[Saved data entries]
* * * * *

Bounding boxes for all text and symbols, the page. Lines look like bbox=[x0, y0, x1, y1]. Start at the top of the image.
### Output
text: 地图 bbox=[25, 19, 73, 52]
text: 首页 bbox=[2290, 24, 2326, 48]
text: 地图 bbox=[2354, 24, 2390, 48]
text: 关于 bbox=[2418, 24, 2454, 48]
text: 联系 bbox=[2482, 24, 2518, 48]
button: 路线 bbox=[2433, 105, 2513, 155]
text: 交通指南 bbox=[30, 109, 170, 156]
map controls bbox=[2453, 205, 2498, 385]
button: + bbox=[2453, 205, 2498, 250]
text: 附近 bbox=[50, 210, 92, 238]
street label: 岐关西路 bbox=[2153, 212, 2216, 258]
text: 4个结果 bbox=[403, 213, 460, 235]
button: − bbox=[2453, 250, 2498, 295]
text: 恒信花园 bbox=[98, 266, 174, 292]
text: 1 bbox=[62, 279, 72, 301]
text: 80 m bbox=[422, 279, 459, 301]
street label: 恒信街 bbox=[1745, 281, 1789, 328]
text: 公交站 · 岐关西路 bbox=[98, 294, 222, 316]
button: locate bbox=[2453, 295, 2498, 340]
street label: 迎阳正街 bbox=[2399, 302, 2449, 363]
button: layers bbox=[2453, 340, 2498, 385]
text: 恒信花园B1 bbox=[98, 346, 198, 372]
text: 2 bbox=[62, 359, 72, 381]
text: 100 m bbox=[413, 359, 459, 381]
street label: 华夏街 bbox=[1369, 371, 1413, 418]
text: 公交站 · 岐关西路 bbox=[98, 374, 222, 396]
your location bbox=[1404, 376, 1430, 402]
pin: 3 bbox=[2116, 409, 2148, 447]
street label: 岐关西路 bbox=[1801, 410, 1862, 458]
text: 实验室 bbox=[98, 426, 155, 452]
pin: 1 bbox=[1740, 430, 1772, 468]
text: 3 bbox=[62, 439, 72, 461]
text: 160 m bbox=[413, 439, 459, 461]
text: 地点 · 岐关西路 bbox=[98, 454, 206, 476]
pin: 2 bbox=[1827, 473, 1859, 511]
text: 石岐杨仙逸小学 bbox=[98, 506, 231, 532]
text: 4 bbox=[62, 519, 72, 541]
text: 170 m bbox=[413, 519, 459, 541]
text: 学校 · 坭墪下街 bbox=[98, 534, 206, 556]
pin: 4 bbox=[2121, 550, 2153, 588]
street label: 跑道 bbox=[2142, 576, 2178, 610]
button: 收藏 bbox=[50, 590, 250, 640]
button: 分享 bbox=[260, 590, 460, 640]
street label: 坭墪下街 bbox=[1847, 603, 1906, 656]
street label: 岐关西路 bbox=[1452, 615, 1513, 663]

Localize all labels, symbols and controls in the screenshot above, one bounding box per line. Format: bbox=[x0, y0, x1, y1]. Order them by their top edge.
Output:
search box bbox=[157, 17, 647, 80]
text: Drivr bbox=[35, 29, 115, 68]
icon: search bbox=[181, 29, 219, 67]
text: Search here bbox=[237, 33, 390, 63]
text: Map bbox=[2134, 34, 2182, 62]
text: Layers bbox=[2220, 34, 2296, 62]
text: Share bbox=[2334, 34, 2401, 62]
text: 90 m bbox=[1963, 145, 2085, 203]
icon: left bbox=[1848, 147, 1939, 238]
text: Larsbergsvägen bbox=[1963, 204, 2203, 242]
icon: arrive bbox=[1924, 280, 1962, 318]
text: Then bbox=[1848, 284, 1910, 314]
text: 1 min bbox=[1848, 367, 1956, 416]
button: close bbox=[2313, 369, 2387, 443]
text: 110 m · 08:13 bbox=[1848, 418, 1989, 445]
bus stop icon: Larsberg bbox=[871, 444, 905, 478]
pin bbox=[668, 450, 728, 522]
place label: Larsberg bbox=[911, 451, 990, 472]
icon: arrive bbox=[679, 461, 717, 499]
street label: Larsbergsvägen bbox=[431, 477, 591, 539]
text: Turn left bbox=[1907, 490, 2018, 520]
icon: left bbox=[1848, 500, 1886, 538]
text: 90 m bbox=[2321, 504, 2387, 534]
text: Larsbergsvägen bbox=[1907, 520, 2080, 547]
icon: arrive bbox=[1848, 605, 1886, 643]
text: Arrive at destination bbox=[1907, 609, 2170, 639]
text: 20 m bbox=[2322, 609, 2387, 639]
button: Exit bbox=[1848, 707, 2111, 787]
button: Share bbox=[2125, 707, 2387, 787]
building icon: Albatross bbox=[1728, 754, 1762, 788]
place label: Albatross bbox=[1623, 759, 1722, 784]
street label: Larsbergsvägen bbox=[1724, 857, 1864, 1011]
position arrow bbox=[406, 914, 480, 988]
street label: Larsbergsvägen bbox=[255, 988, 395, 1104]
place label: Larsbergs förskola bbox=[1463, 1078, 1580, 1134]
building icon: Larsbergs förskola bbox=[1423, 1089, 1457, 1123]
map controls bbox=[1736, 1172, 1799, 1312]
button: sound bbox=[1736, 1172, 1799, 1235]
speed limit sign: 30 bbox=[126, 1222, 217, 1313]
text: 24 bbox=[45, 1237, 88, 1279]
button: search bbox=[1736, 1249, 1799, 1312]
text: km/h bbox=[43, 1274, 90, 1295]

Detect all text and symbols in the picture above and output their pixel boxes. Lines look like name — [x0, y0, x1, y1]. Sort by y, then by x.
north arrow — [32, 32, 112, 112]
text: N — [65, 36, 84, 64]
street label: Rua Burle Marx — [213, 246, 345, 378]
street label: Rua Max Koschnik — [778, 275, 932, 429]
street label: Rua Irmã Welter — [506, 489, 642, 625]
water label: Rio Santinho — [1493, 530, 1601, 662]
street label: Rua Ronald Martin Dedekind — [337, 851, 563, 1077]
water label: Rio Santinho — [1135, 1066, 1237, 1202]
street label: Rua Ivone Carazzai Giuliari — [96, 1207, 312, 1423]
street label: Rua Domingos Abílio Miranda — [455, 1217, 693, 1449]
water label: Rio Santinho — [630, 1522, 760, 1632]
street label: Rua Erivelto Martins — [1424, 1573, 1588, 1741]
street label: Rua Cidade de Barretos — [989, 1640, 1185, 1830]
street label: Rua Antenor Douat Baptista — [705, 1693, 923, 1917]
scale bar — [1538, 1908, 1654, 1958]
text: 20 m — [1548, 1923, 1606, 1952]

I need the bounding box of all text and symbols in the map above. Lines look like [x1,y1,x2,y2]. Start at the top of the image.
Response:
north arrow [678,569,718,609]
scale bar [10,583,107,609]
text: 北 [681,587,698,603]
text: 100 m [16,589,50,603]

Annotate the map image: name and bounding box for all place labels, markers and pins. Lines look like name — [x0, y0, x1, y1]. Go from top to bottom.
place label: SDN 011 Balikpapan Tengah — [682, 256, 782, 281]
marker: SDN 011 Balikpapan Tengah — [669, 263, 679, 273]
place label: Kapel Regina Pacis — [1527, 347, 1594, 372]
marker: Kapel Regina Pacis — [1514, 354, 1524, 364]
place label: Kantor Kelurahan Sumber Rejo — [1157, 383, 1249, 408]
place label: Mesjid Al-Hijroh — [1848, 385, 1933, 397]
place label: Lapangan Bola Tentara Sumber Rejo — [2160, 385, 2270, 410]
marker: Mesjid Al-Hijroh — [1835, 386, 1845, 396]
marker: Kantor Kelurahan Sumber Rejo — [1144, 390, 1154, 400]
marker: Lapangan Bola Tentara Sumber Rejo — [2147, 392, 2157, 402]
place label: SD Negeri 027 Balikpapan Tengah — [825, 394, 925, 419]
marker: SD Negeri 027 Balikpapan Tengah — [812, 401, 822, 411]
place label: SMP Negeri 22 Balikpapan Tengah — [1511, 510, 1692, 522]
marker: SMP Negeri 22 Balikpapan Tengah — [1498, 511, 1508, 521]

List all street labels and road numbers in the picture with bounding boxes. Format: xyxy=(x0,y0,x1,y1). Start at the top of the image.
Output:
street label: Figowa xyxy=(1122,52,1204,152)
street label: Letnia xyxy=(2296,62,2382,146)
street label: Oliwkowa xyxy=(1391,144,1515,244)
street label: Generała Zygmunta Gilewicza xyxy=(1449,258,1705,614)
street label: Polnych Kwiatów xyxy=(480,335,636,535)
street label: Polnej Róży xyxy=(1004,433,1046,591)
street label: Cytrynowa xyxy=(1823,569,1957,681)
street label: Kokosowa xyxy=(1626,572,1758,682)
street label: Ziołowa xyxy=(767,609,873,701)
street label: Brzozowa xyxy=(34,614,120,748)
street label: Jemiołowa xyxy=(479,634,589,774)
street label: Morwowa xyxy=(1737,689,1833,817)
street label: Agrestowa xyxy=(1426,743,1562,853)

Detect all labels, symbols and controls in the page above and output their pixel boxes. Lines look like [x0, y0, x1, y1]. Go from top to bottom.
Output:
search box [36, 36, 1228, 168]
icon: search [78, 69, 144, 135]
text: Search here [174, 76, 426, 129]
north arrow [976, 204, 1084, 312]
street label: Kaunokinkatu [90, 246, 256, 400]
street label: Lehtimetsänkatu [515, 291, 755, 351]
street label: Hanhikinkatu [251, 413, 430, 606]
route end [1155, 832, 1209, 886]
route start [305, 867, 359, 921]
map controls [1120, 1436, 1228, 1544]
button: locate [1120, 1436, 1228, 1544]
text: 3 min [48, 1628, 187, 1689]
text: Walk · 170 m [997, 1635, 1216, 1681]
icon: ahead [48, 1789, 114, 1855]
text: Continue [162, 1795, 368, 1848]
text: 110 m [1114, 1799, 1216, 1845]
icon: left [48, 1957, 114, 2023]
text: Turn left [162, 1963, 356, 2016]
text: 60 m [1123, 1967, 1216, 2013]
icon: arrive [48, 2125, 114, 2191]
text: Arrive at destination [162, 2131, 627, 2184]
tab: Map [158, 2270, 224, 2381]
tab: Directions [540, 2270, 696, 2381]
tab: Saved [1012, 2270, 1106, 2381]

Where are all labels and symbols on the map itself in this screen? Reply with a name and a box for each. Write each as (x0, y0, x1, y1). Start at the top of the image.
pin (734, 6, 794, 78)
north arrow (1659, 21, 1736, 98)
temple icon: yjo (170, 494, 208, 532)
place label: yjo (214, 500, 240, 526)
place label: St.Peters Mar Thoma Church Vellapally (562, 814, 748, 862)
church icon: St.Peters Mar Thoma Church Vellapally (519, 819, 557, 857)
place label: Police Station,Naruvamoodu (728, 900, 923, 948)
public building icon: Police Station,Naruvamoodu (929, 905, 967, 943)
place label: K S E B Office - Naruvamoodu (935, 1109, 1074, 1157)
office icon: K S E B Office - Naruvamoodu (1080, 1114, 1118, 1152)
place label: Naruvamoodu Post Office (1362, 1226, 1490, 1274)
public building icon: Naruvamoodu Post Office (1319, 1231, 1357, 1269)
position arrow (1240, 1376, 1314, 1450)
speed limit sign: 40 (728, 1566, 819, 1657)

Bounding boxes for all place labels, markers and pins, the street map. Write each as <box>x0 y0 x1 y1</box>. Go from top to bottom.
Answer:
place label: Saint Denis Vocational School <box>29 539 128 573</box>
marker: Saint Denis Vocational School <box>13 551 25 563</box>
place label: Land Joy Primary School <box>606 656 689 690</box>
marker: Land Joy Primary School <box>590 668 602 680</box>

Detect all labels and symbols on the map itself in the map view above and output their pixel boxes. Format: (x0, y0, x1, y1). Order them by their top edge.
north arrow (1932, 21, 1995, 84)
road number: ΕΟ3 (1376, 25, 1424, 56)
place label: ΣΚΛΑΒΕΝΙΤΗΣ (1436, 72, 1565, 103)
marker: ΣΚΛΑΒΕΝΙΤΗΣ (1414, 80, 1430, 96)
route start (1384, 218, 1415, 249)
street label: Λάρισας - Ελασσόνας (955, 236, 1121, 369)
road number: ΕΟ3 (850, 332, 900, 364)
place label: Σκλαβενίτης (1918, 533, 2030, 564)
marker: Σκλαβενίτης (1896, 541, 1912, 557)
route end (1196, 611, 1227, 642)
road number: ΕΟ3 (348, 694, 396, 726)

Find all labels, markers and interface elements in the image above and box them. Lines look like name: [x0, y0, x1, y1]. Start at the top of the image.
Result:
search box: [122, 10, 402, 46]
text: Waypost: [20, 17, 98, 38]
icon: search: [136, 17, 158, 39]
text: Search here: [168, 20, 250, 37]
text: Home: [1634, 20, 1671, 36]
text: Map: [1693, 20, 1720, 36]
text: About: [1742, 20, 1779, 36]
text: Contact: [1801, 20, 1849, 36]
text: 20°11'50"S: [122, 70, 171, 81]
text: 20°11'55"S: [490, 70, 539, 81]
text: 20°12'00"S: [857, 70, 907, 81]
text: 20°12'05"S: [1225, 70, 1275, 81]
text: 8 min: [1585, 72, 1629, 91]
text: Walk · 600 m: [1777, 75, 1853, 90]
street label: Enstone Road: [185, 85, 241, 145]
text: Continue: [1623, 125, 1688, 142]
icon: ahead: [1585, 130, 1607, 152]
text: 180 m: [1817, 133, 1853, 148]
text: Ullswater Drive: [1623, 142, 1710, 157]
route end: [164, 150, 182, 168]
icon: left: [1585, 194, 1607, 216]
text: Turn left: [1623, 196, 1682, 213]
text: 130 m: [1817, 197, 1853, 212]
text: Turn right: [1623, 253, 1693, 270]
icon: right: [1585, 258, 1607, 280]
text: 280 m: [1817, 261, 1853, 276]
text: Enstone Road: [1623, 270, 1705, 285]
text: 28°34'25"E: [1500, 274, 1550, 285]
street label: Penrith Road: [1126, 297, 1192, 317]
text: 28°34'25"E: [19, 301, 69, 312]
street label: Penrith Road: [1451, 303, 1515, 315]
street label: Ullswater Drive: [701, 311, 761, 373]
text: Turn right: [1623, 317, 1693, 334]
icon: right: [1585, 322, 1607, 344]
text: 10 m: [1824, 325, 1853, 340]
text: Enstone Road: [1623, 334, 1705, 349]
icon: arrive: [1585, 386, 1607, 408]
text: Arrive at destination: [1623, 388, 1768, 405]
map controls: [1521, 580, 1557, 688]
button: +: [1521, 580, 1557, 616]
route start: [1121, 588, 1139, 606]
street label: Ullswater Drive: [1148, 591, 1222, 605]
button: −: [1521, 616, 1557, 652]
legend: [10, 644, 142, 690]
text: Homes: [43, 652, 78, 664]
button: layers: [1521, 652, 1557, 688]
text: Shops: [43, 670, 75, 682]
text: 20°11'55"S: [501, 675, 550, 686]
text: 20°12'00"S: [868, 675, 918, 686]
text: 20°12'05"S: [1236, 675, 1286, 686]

* * * * *

» Required work:
Pick out every line above that holds the word "name" and copy it.

» Answer box:
Detect all text and symbols in the picture above and output their pixel boxes. Lines look like name — [x0, y0, x1, y1]. Sort by y, then by x.
Annotate the map image: name and bounding box for all place labels, markers and pins. Lines look like name — [x0, y0, x1, y1]. Go from top to bottom.
Where are all labels and symbols on the map itself in this screen? Reply with a name and a box for each. Write each as (x0, y0, x1, y1). Start at the top of the image.
Find all labels, markers and interface elements in the image above and box them. Lines look like name: [x0, y0, x1, y1]. Start at the top of the image.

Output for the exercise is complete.